Die Kämpfe zwischen Elben und Fomyr waren schon lange vor der Finsternis ausgebrochen. Als die Elben jetzt menschliche Verbündete angeworben hatten, waren sie auf einen Schlag zahlenmäßig überlegen und konnten auch den Nachteil ihrer Verletzlichkeit gegenüber Eisen ausgleichen. Die Fomyr hatte schon einmal ein Volk versklavt: die unterirdischen Dverrow, die beim Ansteigen des Meeresspiegels in Fomyr an die Oberfläche getrieben worden waren. Nur mit Hilfe dieser geborenen Bergleute hatten die Fomyr ihre Riesenmengen Eisen herstellen können.
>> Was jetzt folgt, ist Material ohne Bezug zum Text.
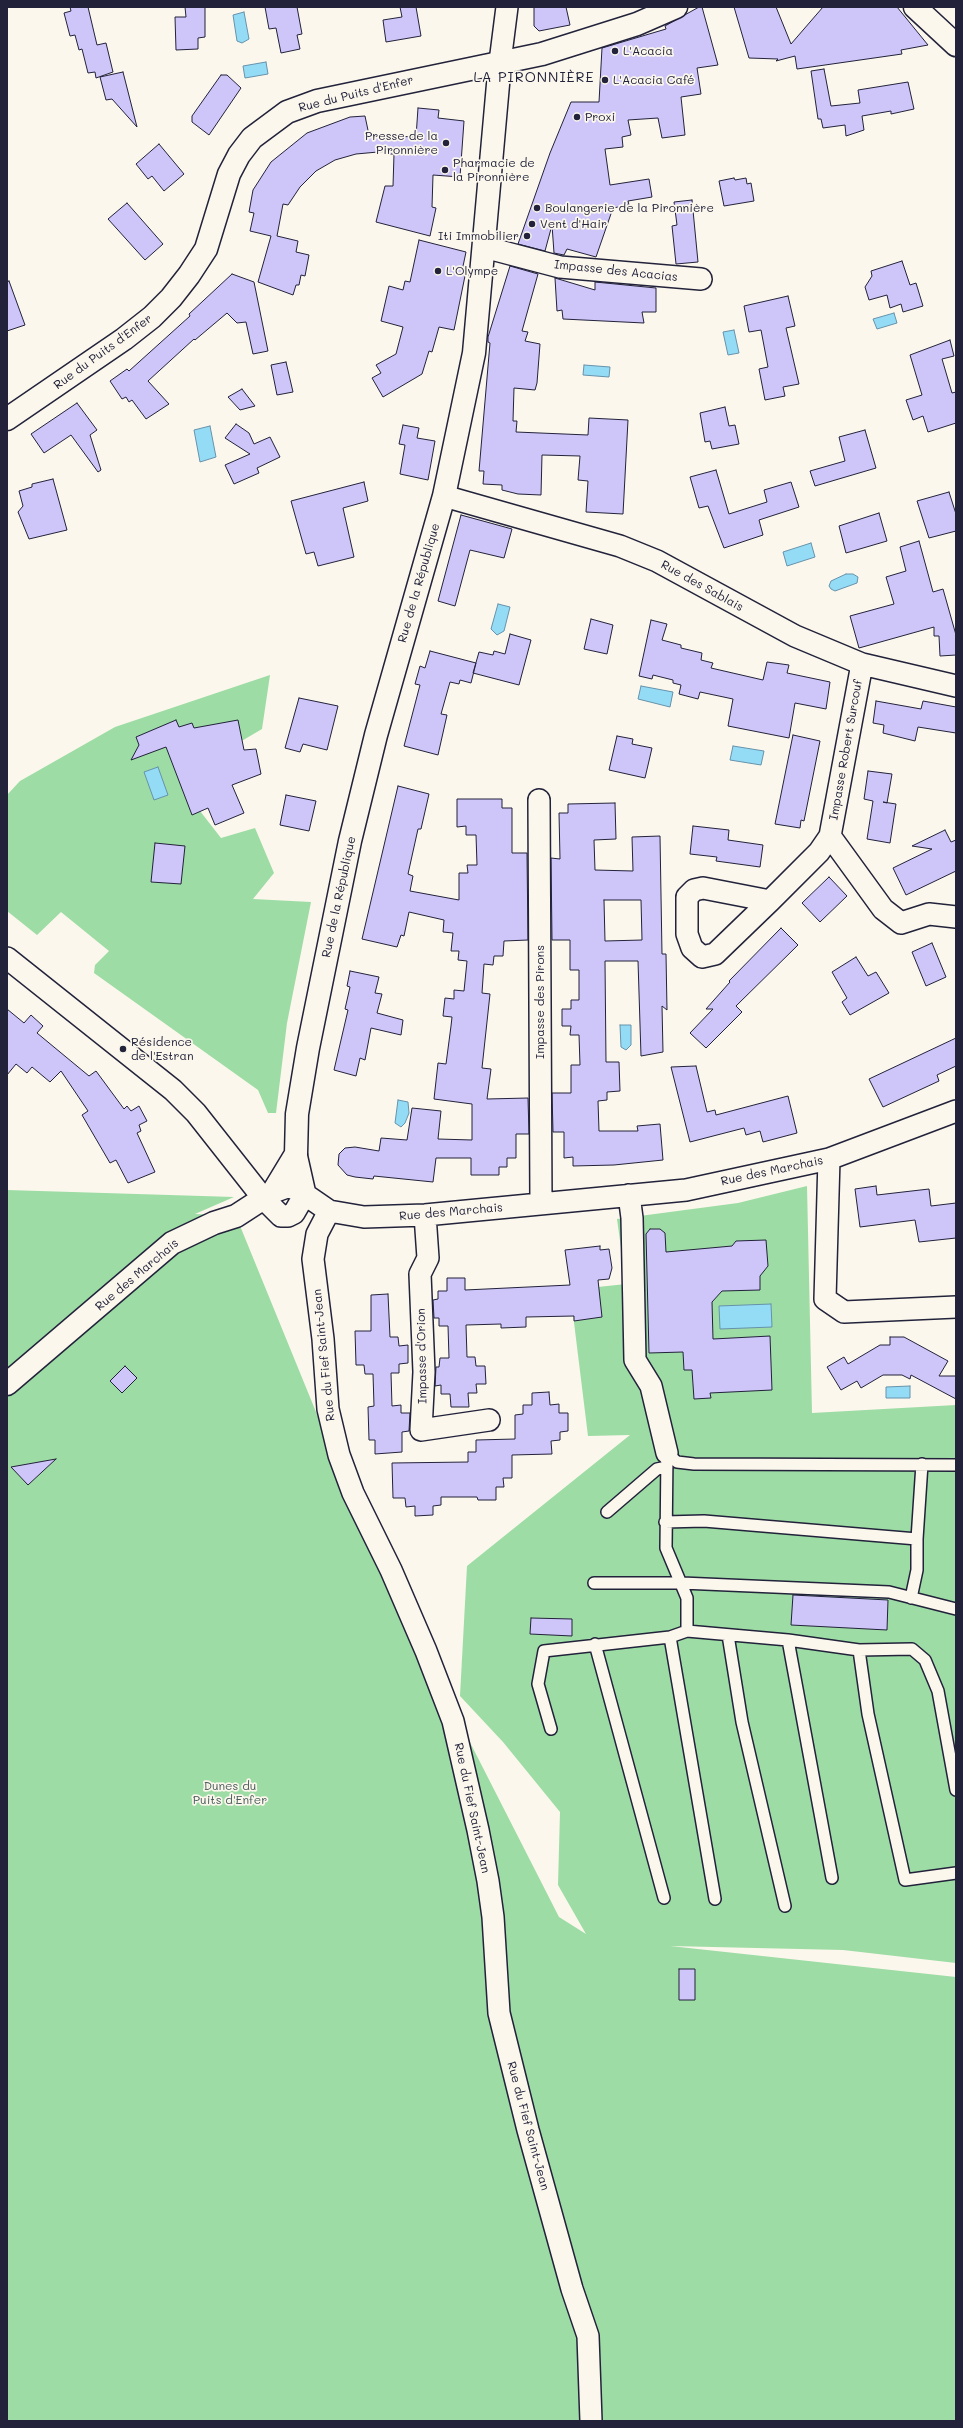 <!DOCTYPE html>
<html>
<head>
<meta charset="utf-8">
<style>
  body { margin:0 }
  #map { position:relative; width:963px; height:2428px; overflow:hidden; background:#fbf7ec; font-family:Mali,sans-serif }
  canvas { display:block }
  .frame { position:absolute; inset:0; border:8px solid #22223b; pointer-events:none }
</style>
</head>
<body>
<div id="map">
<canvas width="963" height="2428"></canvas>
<div class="frame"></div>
</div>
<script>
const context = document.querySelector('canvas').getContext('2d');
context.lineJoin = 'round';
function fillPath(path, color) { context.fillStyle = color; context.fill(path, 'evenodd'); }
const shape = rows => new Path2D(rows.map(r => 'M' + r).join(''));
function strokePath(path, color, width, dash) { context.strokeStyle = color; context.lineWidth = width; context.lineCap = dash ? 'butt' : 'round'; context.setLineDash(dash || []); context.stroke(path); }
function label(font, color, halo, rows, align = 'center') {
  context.font = font + ' Mali,sans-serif'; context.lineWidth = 3.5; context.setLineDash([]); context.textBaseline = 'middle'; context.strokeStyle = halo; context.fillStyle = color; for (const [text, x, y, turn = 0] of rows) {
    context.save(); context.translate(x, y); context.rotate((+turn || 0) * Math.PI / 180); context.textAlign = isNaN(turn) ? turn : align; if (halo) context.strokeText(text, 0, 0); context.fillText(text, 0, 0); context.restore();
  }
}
const green = shape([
  [270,675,262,729,228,749,200,811,221,838,255,828,274,873,253,899,311,902,287,1023,276,1113,268,1113,258,1090,94,973,95,965,109,951,61,912,37,935,7,911,7,795,20,781,115,727],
  [807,1186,812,1413,956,1405,956,1963,843,1950,670,1946,956,1977,956,2421,7,2421,7,1190,234,1197,195,1214,236,1216,374,1554,559,1917,586,1934,558,1885,560,1812,503,1742,460,1696,467,1566,630,1435,588,1436,570,1290,626,1284,617,1219,738,1203]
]);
const water = shape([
  [244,12,249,39,242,43,237,41,233,15,244,12],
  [266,62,268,74,245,78,243,66,266,62],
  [894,313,897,323,877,329,873,319,894,313],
  [734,330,739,353,728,355,723,332,734,330],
  [584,365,610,367,609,377,583,375,584,365],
  [210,426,216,457,200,462,194,430,210,426],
  [811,543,815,557,787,566,783,552,811,543],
  [846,574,853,574,858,577,857,583,835,591,831,589,829,586,831,581,846,574],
  [498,604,510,607,504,631,497,635,491,629,498,604],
  [641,686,673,692,670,707,638,699,641,686],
  [733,746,764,751,761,765,730,760,733,746],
  [158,767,168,795,154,800,144,772,158,767],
  [620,1025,631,1025,631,1045,626,1050,621,1047,620,1025],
  [398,1100,408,1102,409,1113,405,1123,401,1127,395,1123,398,1100],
  [771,1304,772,1327,720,1329,719,1306,771,1304],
  [910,1386,910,1398,886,1398,886,1387,910,1386]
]);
const building = shape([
  [70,7,88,7,97,45,106,43,113,72,96,78,95,72,88,73,82,49,79,50,75,35,70,36,64,13,71,11,70,7],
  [185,7,205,7,205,37,198,38,198,49,176,50,175,17,186,17,185,7],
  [265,7,297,7,302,34,297,35,300,49,281,53,276,28,269,29,265,7],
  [400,7,416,7,421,36,386,42,383,20,402,17,400,7],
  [534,7,566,7,570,25,539,31,534,26,534,7],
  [699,7,702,7,718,65,697,68,701,94,681,97,685,135,662,138,658,118,628,120,631,135,622,137,623,147,605,149,610,185,649,179,652,197,628,201,629,205,613,208,596,257,567,249,564,255,554,253,552,225,545,251,518,244,550,153,571,102,599,102,602,48,666,29,665,26,699,7],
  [734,7,776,7,791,44,823,7,897,7,928,45,901,50,902,54,797,69,795,56,776,61,778,59,749,58,734,7],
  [824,69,831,106,860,103,858,90,908,82,914,109,891,114,891,111,862,116,864,130,846,136,845,125,823,128,821,119,818,119,811,71,824,69],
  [123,72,137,127,112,99,106,100,100,77,123,72],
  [221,75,227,75,241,88,209,135,192,122,192,116,221,75],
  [418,108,439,110,438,118,464,121,460,177,433,175,432,207,436,208,430,236,376,222,385,186,393,186,394,154,389,154,389,151,356,154,335,160,316,171,300,187,288,205,283,204,277,236,298,241,296,252,309,255,305,276,301,275,299,285,296,285,293,295,258,282,271,236,250,231,254,213,249,212,253,190,271,162,307,133,350,117,365,116,369,135,416,137,418,108],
  [159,144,184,174,164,191,152,176,148,179,136,164,159,144],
  [734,178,735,180,746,178,747,184,751,183,754,201,724,206,719,181,734,178],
  [692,200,698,262,676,264,672,226,677,225,674,202,692,200],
  [127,203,163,244,145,260,108,219,127,203],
  [419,240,466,252,462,271,466,271,454,330,439,327,432,352,429,351,422,374,383,397,372,378,381,373,376,365,396,354,403,327,381,321,389,286,403,290,405,281,410,282,419,240],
  [902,261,910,285,916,283,923,306,903,312,901,304,890,308,887,295,869,300,865,287,872,276,871,271,902,261],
  [510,266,538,274,522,331,528,332,525,341,540,344,537,383,535,390,514,388,513,421,517,421,516,432,588,435,589,418,628,420,623,514,586,512,588,481,578,480,580,456,542,455,541,495,518,494,502,490,502,485,483,484,484,471,479,471,490,343,488,342,488,337,510,266],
  [232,274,254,282,268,351,253,354,246,322,237,323,227,313,195,340,194,339,148,381,169,404,146,419,132,400,129,402,126,397,122,399,110,381,127,369,129,371,190,316,189,314,232,274],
  [555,278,595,290,595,282,656,288,656,312,642,312,644,323,563,319,562,310,557,311,555,278],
  [9,281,25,325,7,331,7,282,9,281],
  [788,296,795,326,786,328,799,384,783,387,785,396,765,400,759,369,768,367,761,330,749,332,744,306,788,296],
  [950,340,954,356,942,359,952,393,956,392,956,423,928,432,923,416,913,420,906,400,922,395,910,355,950,340],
  [286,362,293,392,277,395,271,365,286,362],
  [242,389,255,406,240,410,228,397,242,389],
  [77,403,97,430,90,435,101,470,98,472,71,435,44,453,31,434,77,403],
  [725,407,729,426,735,425,739,444,712,449,710,441,705,442,700,413,725,407],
  [236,424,249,433,254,444,270,437,280,457,257,468,259,473,234,484,225,465,250,454,225,438,236,424],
  [403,425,419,428,417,438,435,441,428,480,400,474,405,445,399,444,403,425],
  [865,430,876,468,815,486,810,471,845,461,839,437,865,430],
  [716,470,729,514,767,502,764,490,791,482,799,507,759,520,763,535,724,548,708,506,699,508,690,477,716,470],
  [53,479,67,530,29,539,18,512,23,506,19,491,32,487,32,484,53,479],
  [364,482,368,501,343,508,354,557,318,566,314,552,306,554,291,501,364,482],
  [949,492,956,514,956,531,929,538,917,501,949,492],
  [879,513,887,541,846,553,839,526,879,513],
  [461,515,512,529,504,558,470,550,455,606,438,601,461,515],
  [919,541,933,592,943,589,956,635,956,655,940,656,939,636,934,636,934,627,859,648,850,616,894,604,886,577,906,571,900,547,919,541],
  [591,619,613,625,607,654,584,649,591,619],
  [651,620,667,624,662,640,681,645,681,648,702,653,701,660,713,663,711,668,763,680,767,662,789,665,787,673,830,682,826,709,795,703,789,738,728,726,733,699,700,692,698,699,679,694,681,685,673,683,673,680,653,675,652,679,639,676,651,620],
  [510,634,531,640,519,685,473,673,479,652,493,655,494,651,505,654,510,634],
  [430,651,476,663,471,683,460,680,459,684,450,682,441,714,447,715,438,755,404,746,420,685,415,684,420,666,425,668,430,651],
  [299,698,338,706,327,750,303,744,300,752,285,748,299,698],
  [876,701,921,709,923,701,956,707,956,733,918,727,915,741,883,733,884,725,873,723,876,701],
  [176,720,179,727,192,723,194,728,238,720,244,750,256,749,261,774,232,785,244,813,215,825,208,808,192,815,166,747,131,760,139,745,136,737,176,720],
  [793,735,820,741,804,821,801,820,800,828,775,824,793,735],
  [617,736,633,739,632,744,652,748,645,778,609,770,617,736],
  [868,771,892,774,887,803,883,802,896,804,890,843,867,839,873,801,864,799,868,771],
  [398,786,429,794,421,829,418,829,408,874,413,876,410,891,459,900,459,873,468,873,467,865,477,865,476,835,466,835,466,826,457,827,457,799,502,799,502,808,512,808,512,853,527,853,528,940,504,941,503,956,494,956,493,965,484,964,482,993,490,994,482,1068,491,1069,487,1099,528,1098,529,1134,516,1134,516,1158,507,1158,507,1167,499,1167,499,1175,471,1175,471,1158,436,1158,433,1182,374,1176,373,1179,355,1177,347,1175,338,1165,339,1154,345,1148,355,1147,379,1151,381,1138,407,1140,412,1108,441,1111,438,1139,472,1140,472,1104,434,1099,438,1063,446,1064,451,1026,452,1017,443,1016,445,998,454,999,454,990,464,991,467,961,458,960,459,951,451,951,453,933,443,932,444,920,409,912,404,936,401,935,397,947,362,939,398,786],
  [286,795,316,801,309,831,280,825,286,795],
  [615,803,616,839,594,840,595,870,633,871,632,837,660,836,662,954,666,954,667,1010,662,1006,663,1052,641,1056,638,961,605,961,606,1062,619,1062,620,1091,607,1092,607,1100,598,1101,599,1131,638,1131,637,1126,660,1124,663,1160,614,1165,573,1166,573,1157,564,1158,564,1132,553,1132,552,1093,571,1093,571,1065,580,1065,579,1035,570,1035,571,1026,562,1026,562,1009,571,1009,571,1000,579,1000,579,970,570,970,570,940,552,940,551,858,560,859,559,813,568,813,568,804,615,803],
  [604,900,641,900,642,940,605,941,604,900],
  [693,826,729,830,728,840,763,845,760,867,716,861,717,857,690,854,693,826],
  [945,830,951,842,956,840,956,871,906,895,893,868,932,849,912,846,945,830],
  [155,843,185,846,181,884,151,882,155,843],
  [829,877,847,896,820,922,802,903,829,877],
  [781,928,798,945,736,1006,742,1012,706,1048,690,1033,713,1009,706,1009,730,982,729,981,781,928],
  [932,943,946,977,926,986,912,952,932,943],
  [856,957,868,976,876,972,889,993,850,1015,842,1002,847,998,832,972,856,957],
  [350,971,379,977,375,993,382,994,377,1013,403,1020,401,1035,371,1028,365,1060,360,1058,356,1076,334,1070,348,1010,345,1009,350,987,347,986,350,971],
  [7,1009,24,1023,31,1015,43,1026,37,1033,89,1076,96,1071,124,1109,127,1106,131,1111,139,1106,147,1121,139,1125,141,1131,137,1133,155,1172,128,1183,116,1160,110,1163,82,1115,88,1111,61,1071,50,1082,32,1067,27,1073,16,1064,7,1075,7,1009],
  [956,1038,956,1066,937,1075,939,1081,883,1107,869,1079,956,1038],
  [696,1066,707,1112,715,1110,716,1115,788,1096,797,1133,763,1142,760,1131,746,1135,744,1128,690,1142,671,1067,696,1066],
  [876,1186,877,1195,929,1189,931,1206,956,1203,956,1238,919,1242,915,1220,860,1227,855,1189,876,1186],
  [650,1229,660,1229,665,1233,666,1252,732,1246,736,1241,766,1240,768,1266,760,1276,760,1290,722,1291,712,1302,713,1339,770,1336,772,1390,710,1393,711,1398,694,1399,692,1370,684,1370,683,1352,649,1353,646,1234,650,1229],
  [600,1246,600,1250,609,1249,612,1268,609,1279,598,1280,602,1317,574,1321,574,1316,526,1317,526,1327,501,1328,501,1324,466,1325,467,1357,475,1357,476,1366,485,1366,486,1384,476,1384,477,1393,468,1393,469,1407,451,1407,450,1394,441,1394,441,1385,435,1386,436,1367,439,1367,440,1358,449,1358,448,1326,439,1326,439,1318,434,1318,433,1300,438,1299,438,1291,447,1291,447,1278,465,1278,465,1290,570,1285,565,1250,600,1246],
  [388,1294,390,1337,398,1337,399,1346,408,1345,408,1363,399,1364,399,1373,391,1373,392,1406,401,1405,401,1413,410,1413,409,1431,402,1432,402,1452,375,1454,375,1440,369,1440,368,1407,374,1406,373,1374,365,1374,364,1365,356,1365,355,1331,371,1331,371,1295,388,1294],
  [890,1337,904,1337,948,1361,939,1376,956,1376,956,1399,911,1375,910,1379,902,1375,883,1375,861,1388,857,1381,841,1390,827,1367,844,1357,848,1364,880,1345,890,1345,890,1337],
  [125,1366,137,1378,122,1393,110,1381,125,1366],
  [549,1392,550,1405,559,1404,559,1413,568,1413,568,1431,560,1432,560,1440,551,1441,552,1454,512,1455,512,1478,503,1478,504,1487,496,1487,496,1500,478,1500,477,1497,441,1497,441,1505,433,1506,433,1515,415,1516,415,1506,406,1507,405,1498,393,1498,392,1463,468,1462,468,1452,476,1452,476,1440,515,1439,515,1415,523,1414,523,1405,532,1405,532,1393,549,1392],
  [56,1459,28,1485,11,1467,56,1459],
  [793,1595,888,1600,887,1630,791,1625,793,1595],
  [531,1618,572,1619,572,1636,530,1634,531,1618],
  [679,1969,695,1969,695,2000,679,2000,679,1969]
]);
const lane = shape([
  [667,1453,677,1462,694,1464,956,1465],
  [667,1453,666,1548,687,1598,687,1631],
  [607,1512,657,1469,667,1467],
  [665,1522,704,1521,917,1539,917,1570,911,1598],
  [917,1539,922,1464],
  [594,1583,682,1583,889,1592,956,1609],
  [728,1635,742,1722,785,1906],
  [670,1637,715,1899],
  [788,1640,832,1878],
  [595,1644,664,1898],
  [859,1650,868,1714,905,1880,956,1873],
  [551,1729,538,1684,544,1651,670,1637,687,1631,788,1640,859,1650,912,1649,925,1660,938,1691,956,1790]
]);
const street = shape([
  [500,62,507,7],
  [484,247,560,267,701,279],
  [444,496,620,546,657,561,795,636,862,664,956,686],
  [539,800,541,1204],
  [830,836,883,909,901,923,929,914,956,917],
  [770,901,703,888,694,890,687,897,687,934,692,948,702,957,715,954,770,901,819,852,830,836,862,664],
  [7,958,173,1090,196,1113,263,1198,281,1216,288,1216,294,1213,305,1194],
  [296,1154,305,1194],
  [829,1159,825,1299,844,1312,956,1307],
  [273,1192,287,1187,297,1189,329,1211,364,1217,425,1215,686,1190,829,1159,956,1111],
  [629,1195,632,1218,635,1360,651,1386,667,1453],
  [329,1211,317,1234,313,1259,323,1339,328,1409,339,1455,353,1493,391,1570,426,1651,453,1721,478,1830,488,1881,493,1917,499,2013,528,2130,572,2289,588,2336,591,2421],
  [425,1215,428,1258,420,1274,424,1372,421,1430,489,1420]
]);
const secondary = shape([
  [915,7,956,45],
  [7,419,124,339,152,317,171,298,189,275,206,249,229,174,239,155,252,138,287,112,317,101,542,54,637,24,676,7],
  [7,1384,172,1243,214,1223,236,1216,273,1192,296,1154,297,1114,308,1048,350,841,376,735,444,496,474,353,500,62]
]);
const markers = [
  [615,51,4,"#22223b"],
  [605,80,4,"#22223b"],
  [577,117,4,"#22223b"],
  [446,143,4,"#22223b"],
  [445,170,4,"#22223b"],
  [537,208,4,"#22223b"],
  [532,224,4,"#22223b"],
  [527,236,4,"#22223b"],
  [438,271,4,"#22223b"],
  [123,1049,4,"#22223b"]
];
const poiNames = [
  ["L'Acacia",623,51],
  ["L'Acacia Café",613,80],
  ["Proxi",585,117],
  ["Presse de la",438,136,"right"],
  ["Pironnière",438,150,"right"],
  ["Pharmacie de",453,163],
  ["la Pironnière",453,177],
  ["Boulangerie de la Pironnière",545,208],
  ["Vent d'Hair",540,224],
  ["Iti Immobilier",519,236,"right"],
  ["L'Olympe",446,271],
  ["Résidence",131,1042],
  ["de l'Estran",131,1056]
];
const streetNames = [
  ["Rue du Puits d'Enfer",356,94,-14],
  ["Impasse des Acacias",616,271,6],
  ["Rue du Puits d'Enfer",103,352,-36],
  ["Rue de la République",419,583,-74],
  ["Rue des Sablais",702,586,29],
  ["Impasse Robert Surcouf",846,750,-80],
  ["Rue de la République",339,897,-78],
  ["Impasse des Pirons",540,1002,-90],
  ["Rue des Marchais",772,1171,-12],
  ["Rue des Marchais",451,1212,-5],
  ["Rue des Marchais",137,1275,-40],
  ["Rue du Fief Saint-Jean",324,1355,-96],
  ["Impasse d'Orion",422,1356,-91],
  ["Rue du Fief Saint-Jean",472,1808,78],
  ["Rue du Fief Saint-Jean",528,2126,75]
];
const parkNames = [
  ["Dunes du",230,1786],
  ["Puits d'Enfer",230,1800]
];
const quarterNames = [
  ["LA PIRONNIÈRE",534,78]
];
fillPath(green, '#9ddca4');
fillPath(water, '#94dcf6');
strokePath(water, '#6692ab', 1);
fillPath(building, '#cec5f8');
strokePath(building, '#22223b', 1);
strokePath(lane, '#22223b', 14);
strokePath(street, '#22223b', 24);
strokePath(secondary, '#22223b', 25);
strokePath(lane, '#fbf7ec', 11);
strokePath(street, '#fbf7ec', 21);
strokePath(secondary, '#fbf7ec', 22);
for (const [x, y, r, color] of markers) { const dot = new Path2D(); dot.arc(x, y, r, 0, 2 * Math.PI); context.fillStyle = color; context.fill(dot); strokePath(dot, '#fbf7ec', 1.5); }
label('12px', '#22223b', '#fbf7ec', poiNames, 'left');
label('12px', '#22223b', '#fbf7ec', streetNames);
label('12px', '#475a5a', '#fbf7ec', parkNames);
context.letterSpacing = '1px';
label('14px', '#22223b', '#fbf7ec', quarterNames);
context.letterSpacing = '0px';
</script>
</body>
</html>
Jetzt brauchten sie gegen die neue Bedrohung durch die Allianz aus Elben und Menschen Kämpfer, die bereit waren, im Tageslicht zu kämpfen, das die Dverrow zu Stein erstarren ließ. Sie lösten das Problem, indem sie die Hennghi unter ihre Gewalt brachten. Ihre Zauberer schickten den hennghischen Schamanen ihre Dämonendiener, die ihnen die Vorteile der Zusamenarbeit (und vor allem die Nachteile des Widerstands) darlegten. Mit diesen neuen Truppen begannen die Fomyr die Eroberung der Länder östlich der Gothan-See. Die unterworfenen kelmanischen Völker mußten Tribut an Menschen und Gütern nach Fomyr liefern, die auf Nimmerwiedersehen verschwanden. Ihre Schiffe, Konstuktionen aus lederbespanntem Stahl, beherrschten die Meere. Die Luannu und die Oghier bluteten allmählich gegen die Fomyr und ihre Schergen aus, und mit ihnen auch der Kriegeradel ihrer südlichen Nachbarn und Freunde. Dieser wurde mit der Zeit von einem anderen kelmanischen Stamm, den kriegerischen Gaeli, ersetzt, die auf diese Weise immer weiter nach Norden zogen und schließlich auch auf Gaelland die Führung der Menschen an sich rissen. Wo sie herrschten, holten sie ihre Familien und Freunde nach, und so entstand ein Gegengewicht zu der Fomyr-Herrschaft. Mehrere Jahrhunderte schwankte das Kriegsglück zwischen Fomyr und Gaeli hin und her, als eines Tages von Westen kommend Varanger in den henngischen Inseln einfielen. Zuerst kamen sie nur als Robbenjäger und errichteten Stützpunkte für die Jäger. Diese Stützpunkte wurden des Öfteren von Hennghi angegriffen, aber wegen der reichen Robbenvorkommen hielten die Varanger nicht nur stand, sie holten sogar Siedler auf die von ihnen kontrollierten Inseln. (Dies geschah etwa 400 Jahre vo den aktuellen Ereignissen. Die Insel Farirsholm gehörte zu den ersten größeren varangischen Ansiedlungen östlich der Gothan-See.)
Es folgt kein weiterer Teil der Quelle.